Your task is to filter the data below down to the lines holding "BOULEVARD".

Collected data:
★ ★ ★ ★ ★

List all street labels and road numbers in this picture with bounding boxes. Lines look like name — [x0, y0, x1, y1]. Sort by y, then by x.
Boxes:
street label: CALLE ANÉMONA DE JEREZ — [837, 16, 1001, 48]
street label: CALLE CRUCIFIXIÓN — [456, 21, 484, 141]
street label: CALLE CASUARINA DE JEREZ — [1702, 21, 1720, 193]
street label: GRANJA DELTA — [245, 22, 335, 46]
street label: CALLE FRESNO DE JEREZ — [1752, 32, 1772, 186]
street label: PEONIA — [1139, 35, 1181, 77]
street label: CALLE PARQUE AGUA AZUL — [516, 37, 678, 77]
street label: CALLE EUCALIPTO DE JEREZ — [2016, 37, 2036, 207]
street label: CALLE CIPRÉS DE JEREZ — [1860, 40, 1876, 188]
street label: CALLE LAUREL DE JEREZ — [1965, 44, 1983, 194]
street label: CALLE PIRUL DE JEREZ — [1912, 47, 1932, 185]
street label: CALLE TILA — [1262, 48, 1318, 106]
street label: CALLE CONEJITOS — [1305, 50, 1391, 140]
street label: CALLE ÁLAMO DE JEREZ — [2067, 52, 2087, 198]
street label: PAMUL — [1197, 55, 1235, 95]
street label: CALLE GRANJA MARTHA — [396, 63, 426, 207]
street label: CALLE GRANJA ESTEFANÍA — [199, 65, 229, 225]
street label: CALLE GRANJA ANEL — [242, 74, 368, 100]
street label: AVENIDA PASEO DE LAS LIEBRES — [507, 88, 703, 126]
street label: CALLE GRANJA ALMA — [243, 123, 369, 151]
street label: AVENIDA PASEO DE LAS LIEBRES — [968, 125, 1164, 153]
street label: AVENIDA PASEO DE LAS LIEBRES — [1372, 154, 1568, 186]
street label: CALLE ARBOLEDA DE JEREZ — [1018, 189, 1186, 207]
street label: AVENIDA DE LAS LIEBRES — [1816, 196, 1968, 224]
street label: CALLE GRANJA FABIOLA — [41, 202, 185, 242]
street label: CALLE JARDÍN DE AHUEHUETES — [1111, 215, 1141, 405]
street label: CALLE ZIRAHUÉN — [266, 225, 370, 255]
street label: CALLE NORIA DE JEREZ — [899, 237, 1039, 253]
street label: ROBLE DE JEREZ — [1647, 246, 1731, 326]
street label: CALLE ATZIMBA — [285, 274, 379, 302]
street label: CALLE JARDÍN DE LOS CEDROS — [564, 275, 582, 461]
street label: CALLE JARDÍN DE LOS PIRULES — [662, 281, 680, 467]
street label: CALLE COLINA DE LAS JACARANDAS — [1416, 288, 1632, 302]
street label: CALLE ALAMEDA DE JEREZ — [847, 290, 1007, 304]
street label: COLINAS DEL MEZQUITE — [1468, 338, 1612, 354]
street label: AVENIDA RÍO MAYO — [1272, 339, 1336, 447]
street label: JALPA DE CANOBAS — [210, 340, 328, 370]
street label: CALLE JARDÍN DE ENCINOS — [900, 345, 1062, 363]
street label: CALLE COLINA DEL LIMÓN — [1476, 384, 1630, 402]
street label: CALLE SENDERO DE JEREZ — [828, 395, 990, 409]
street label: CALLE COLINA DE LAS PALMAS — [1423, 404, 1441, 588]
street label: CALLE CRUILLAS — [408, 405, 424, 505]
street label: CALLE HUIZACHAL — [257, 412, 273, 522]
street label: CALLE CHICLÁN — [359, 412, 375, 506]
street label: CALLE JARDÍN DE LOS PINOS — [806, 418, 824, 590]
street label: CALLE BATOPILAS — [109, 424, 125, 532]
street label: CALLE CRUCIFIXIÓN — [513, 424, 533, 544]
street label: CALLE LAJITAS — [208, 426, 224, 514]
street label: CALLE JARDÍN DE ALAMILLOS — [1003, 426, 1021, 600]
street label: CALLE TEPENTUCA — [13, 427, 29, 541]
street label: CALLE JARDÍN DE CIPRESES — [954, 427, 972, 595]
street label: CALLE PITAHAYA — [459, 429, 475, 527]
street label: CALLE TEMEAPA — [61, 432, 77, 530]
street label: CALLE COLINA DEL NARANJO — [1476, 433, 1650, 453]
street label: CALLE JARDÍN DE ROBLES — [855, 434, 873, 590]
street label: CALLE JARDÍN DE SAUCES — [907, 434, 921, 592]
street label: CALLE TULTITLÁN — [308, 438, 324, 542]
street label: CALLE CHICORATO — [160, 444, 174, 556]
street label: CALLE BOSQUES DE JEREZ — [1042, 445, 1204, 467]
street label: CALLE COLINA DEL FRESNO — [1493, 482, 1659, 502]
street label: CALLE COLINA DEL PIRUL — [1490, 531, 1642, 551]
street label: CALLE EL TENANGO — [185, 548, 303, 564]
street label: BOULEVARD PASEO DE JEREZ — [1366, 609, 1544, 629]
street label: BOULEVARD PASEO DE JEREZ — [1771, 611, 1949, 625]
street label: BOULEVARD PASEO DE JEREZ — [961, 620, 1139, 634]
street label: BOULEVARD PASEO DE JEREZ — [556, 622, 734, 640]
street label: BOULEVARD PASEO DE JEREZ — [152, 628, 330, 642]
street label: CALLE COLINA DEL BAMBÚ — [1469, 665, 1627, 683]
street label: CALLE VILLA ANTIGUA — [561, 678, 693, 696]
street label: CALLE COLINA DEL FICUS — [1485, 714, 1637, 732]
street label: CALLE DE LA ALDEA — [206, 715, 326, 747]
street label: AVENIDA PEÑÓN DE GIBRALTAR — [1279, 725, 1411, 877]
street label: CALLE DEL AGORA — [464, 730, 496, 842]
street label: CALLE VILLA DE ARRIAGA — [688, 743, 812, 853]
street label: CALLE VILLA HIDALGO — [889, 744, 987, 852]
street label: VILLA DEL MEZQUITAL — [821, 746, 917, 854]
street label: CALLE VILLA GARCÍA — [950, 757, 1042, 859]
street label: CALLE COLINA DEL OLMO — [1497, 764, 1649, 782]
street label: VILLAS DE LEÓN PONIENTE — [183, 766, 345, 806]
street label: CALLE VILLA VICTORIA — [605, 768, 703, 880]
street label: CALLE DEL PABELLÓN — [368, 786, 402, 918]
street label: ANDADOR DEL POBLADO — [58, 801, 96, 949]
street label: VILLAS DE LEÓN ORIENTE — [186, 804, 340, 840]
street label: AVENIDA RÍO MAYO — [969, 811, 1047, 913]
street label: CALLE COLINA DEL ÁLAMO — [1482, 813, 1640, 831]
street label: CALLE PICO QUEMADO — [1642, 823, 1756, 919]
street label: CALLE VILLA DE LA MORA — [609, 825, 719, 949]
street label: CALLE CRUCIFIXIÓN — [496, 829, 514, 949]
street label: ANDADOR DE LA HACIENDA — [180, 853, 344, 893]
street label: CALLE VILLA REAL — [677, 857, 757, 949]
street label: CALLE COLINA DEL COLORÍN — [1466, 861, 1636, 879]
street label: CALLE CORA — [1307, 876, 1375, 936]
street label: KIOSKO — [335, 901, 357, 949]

★ ★ ★ ★ ★

Exercise result ▸
street label: BOULEVARD PASEO DE JEREZ — [1366, 609, 1544, 629]
street label: BOULEVARD PASEO DE JEREZ — [1771, 611, 1949, 625]
street label: BOULEVARD PASEO DE JEREZ — [961, 620, 1139, 634]
street label: BOULEVARD PASEO DE JEREZ — [556, 622, 734, 640]
street label: BOULEVARD PASEO DE JEREZ — [152, 628, 330, 642]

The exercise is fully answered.